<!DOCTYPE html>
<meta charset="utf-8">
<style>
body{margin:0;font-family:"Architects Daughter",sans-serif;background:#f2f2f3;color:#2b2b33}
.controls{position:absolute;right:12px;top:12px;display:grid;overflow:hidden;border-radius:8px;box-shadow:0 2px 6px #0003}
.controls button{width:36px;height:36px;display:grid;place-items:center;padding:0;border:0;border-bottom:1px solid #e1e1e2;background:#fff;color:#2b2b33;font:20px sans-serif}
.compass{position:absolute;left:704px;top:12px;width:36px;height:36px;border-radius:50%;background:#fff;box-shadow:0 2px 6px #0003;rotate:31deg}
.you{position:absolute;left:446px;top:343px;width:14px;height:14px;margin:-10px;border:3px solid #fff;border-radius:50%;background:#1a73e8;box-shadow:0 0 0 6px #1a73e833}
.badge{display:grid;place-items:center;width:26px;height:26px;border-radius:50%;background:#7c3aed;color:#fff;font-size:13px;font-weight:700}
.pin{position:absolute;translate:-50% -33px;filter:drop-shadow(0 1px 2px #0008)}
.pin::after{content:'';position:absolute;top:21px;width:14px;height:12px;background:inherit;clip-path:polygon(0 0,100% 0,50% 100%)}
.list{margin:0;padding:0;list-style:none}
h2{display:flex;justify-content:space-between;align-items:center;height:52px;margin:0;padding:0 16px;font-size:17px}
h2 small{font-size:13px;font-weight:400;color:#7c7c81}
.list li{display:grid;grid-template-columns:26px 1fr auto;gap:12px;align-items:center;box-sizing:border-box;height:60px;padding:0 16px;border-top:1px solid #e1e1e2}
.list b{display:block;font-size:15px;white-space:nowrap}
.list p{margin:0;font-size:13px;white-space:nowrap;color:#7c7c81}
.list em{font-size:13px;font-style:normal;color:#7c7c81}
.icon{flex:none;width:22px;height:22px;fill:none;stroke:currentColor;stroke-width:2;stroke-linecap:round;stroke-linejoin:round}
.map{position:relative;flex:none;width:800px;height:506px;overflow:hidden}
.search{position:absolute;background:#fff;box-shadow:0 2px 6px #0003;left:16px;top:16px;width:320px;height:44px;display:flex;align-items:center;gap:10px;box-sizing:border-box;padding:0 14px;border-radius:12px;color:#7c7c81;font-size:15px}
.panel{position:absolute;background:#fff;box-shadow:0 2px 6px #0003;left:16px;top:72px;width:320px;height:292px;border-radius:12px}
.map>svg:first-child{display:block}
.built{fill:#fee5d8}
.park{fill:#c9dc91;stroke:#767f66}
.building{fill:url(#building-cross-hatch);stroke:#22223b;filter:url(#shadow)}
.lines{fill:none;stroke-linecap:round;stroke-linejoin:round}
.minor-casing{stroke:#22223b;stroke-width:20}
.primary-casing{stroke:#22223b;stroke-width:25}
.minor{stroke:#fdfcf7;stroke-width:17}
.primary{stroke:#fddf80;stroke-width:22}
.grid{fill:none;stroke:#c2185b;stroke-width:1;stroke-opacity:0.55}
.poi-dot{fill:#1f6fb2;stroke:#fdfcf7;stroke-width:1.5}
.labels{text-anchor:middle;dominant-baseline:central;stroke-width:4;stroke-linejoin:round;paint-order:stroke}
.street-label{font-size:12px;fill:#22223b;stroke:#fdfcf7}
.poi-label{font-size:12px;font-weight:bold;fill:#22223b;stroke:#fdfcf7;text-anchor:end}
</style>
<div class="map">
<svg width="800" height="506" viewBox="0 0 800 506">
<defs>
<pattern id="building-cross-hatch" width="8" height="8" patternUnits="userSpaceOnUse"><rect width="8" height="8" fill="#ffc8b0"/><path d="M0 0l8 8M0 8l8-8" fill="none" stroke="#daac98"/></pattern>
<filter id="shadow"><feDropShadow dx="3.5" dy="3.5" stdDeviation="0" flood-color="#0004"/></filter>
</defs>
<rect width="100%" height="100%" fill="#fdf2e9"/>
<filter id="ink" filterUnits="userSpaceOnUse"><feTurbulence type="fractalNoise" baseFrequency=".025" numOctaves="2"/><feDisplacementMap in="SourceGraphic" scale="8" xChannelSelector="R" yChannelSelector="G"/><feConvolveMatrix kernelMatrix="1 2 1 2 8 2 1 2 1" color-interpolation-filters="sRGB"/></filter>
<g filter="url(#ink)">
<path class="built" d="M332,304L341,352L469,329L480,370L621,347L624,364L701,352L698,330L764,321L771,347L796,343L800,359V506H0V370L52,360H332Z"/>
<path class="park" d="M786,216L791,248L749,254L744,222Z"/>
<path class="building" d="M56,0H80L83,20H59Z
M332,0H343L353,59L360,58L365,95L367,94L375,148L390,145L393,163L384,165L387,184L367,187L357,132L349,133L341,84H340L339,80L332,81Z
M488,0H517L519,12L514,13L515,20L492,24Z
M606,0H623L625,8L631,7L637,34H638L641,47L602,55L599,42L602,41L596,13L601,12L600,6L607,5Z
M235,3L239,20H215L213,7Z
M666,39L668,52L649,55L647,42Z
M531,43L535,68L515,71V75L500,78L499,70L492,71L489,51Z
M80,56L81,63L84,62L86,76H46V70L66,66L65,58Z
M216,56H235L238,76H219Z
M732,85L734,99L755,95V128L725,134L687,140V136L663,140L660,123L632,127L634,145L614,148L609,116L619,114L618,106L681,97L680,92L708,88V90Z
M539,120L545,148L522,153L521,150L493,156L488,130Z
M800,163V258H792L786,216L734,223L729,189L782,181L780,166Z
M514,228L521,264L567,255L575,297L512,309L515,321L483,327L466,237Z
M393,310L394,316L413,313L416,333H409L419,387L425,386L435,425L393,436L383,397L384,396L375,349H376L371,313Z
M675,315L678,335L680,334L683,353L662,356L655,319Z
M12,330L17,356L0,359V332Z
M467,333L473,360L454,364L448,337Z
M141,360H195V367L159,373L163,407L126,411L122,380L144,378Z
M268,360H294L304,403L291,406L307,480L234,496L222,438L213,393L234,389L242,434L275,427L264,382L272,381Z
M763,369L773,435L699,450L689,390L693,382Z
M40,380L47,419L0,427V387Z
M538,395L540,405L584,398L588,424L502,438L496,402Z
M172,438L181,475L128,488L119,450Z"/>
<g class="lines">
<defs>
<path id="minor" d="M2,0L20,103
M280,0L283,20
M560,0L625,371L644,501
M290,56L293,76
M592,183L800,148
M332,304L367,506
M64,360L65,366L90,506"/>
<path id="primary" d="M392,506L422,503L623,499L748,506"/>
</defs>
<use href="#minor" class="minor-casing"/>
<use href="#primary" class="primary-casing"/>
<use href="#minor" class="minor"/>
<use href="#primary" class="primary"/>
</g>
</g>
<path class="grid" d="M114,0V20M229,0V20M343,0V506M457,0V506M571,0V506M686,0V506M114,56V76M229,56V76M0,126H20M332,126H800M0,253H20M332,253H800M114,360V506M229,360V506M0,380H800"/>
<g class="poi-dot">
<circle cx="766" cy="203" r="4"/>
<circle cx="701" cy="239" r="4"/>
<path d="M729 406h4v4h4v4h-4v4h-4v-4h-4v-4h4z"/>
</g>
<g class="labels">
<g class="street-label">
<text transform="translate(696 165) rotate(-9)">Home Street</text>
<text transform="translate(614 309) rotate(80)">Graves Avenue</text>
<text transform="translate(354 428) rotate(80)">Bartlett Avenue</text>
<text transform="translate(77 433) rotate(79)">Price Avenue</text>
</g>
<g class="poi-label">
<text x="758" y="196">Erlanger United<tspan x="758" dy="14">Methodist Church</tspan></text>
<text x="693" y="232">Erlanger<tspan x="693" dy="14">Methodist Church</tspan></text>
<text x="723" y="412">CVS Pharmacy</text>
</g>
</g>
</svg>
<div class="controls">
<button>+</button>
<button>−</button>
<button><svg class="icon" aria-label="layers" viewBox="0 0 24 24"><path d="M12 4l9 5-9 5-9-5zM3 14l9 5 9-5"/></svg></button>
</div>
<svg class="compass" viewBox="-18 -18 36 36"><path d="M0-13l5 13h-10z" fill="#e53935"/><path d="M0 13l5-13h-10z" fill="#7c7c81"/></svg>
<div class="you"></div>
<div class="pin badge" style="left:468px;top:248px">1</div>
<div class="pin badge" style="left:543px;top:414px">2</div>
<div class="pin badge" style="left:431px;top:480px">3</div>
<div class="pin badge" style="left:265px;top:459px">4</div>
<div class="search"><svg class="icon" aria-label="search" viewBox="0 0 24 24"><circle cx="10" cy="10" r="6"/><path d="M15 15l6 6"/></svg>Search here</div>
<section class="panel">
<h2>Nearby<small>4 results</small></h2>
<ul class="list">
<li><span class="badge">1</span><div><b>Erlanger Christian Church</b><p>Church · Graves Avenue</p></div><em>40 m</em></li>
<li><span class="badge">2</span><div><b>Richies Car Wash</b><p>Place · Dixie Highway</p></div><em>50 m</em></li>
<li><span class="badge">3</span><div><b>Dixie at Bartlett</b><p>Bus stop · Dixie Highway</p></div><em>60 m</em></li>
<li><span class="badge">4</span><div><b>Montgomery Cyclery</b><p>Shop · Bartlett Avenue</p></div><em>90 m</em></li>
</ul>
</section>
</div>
================================
• **Exercise prompt**
Read the listing. Copy each line that has the word "linecap" in it.

• **Written answer**
.icon{flex:none;width:22px;height:22px;fill:none;stroke:currentColor;stroke-width:2;stroke-linecap:round;stroke-linejoin:round}
.lines{fill:none;stroke-linecap:round;stroke-linejoin:round}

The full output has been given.